▶ _Task description_:
Only the lines holding "Keep" are wanted. Copy every one from the records below.
Start of Records for this exercise
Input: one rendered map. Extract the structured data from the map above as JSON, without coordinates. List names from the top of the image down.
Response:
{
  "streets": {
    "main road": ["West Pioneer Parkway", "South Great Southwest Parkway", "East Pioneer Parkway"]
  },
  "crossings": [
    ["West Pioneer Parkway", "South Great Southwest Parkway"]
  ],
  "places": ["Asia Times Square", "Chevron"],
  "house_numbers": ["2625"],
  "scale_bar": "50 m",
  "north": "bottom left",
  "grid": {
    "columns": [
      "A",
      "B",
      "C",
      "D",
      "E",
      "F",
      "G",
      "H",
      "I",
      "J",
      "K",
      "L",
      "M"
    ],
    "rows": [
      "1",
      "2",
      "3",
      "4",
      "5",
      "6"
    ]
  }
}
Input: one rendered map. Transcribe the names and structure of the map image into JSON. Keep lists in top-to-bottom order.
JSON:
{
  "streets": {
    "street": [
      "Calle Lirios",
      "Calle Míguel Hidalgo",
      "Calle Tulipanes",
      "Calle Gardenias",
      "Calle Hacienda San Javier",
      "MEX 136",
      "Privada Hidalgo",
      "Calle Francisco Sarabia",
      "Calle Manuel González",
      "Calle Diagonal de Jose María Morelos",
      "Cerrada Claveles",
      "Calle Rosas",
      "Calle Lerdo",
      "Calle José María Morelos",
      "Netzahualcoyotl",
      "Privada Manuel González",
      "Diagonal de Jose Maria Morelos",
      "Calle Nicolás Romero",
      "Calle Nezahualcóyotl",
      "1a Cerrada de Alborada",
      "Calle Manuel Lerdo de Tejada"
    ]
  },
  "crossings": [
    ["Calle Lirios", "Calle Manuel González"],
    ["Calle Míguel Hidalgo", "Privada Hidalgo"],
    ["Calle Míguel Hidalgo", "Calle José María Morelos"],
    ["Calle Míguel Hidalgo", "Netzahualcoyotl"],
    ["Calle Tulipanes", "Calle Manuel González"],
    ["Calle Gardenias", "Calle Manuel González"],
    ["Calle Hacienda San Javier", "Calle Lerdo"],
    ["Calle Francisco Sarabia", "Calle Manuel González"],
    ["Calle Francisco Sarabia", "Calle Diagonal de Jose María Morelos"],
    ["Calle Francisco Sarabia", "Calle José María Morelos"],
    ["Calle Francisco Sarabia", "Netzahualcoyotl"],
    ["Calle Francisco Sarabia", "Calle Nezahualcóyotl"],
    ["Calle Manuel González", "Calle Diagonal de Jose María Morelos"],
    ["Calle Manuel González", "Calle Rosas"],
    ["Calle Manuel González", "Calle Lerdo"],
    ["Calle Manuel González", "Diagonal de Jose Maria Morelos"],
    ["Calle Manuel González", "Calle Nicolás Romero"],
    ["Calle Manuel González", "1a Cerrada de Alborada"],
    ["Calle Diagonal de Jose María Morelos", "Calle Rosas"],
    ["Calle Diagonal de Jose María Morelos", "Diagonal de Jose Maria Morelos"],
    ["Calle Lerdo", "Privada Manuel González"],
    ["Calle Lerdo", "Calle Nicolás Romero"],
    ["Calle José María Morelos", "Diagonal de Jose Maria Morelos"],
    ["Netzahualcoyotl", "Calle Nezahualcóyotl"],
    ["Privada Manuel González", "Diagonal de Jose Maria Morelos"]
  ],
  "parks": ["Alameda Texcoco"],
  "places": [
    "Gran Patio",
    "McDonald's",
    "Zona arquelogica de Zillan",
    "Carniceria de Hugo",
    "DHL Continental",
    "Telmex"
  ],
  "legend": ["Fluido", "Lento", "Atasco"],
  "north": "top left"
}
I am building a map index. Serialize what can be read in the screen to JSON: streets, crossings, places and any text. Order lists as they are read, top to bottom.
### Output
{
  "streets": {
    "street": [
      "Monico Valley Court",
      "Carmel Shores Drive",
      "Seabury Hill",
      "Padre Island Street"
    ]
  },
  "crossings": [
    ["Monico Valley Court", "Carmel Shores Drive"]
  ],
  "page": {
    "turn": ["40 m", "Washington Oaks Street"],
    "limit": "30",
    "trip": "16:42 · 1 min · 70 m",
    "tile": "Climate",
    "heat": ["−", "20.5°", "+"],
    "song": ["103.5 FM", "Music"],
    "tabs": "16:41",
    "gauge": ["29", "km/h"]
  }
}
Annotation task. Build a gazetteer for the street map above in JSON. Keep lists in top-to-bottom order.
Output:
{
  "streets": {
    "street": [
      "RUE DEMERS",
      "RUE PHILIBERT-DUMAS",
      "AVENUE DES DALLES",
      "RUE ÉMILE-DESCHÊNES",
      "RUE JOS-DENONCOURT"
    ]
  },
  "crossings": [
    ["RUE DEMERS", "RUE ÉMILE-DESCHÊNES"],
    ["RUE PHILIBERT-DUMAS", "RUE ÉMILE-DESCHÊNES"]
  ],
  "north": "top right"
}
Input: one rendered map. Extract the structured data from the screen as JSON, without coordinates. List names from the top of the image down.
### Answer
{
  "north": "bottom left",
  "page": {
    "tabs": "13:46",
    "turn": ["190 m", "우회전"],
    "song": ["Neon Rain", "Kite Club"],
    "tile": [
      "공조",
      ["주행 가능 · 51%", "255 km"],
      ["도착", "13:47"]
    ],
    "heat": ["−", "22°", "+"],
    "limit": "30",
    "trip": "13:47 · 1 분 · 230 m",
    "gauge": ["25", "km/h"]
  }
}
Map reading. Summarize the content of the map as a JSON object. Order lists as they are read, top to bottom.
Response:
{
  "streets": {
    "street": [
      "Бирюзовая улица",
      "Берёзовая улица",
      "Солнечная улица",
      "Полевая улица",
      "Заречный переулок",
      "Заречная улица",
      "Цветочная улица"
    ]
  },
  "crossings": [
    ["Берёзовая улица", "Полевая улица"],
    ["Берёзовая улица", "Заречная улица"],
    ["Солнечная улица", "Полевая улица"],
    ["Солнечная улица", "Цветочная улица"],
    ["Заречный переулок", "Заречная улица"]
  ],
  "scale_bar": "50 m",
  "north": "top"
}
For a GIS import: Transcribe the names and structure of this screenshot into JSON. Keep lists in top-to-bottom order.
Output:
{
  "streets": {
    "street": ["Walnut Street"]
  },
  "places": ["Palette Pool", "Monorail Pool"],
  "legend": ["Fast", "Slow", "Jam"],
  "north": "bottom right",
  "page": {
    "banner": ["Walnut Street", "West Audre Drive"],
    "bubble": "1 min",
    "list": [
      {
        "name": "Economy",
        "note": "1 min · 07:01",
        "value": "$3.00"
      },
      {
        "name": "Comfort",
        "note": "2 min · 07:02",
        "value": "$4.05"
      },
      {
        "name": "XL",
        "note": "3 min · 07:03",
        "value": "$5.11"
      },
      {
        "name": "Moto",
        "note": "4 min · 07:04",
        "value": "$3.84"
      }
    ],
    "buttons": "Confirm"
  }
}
End of Records for this exercise
▶ _Answer section_:
Input: one rendered map. Transcribe the names and structure of the map image into JSON. Keep lists in top-to-bottom order.
Annotation task. Build a gazetteer for the street map above in JSON. Keep lists in top-to-bottom order.
For a GIS import: Transcribe the names and structure of this screenshot into JSON. Keep lists in top-to-bottom order.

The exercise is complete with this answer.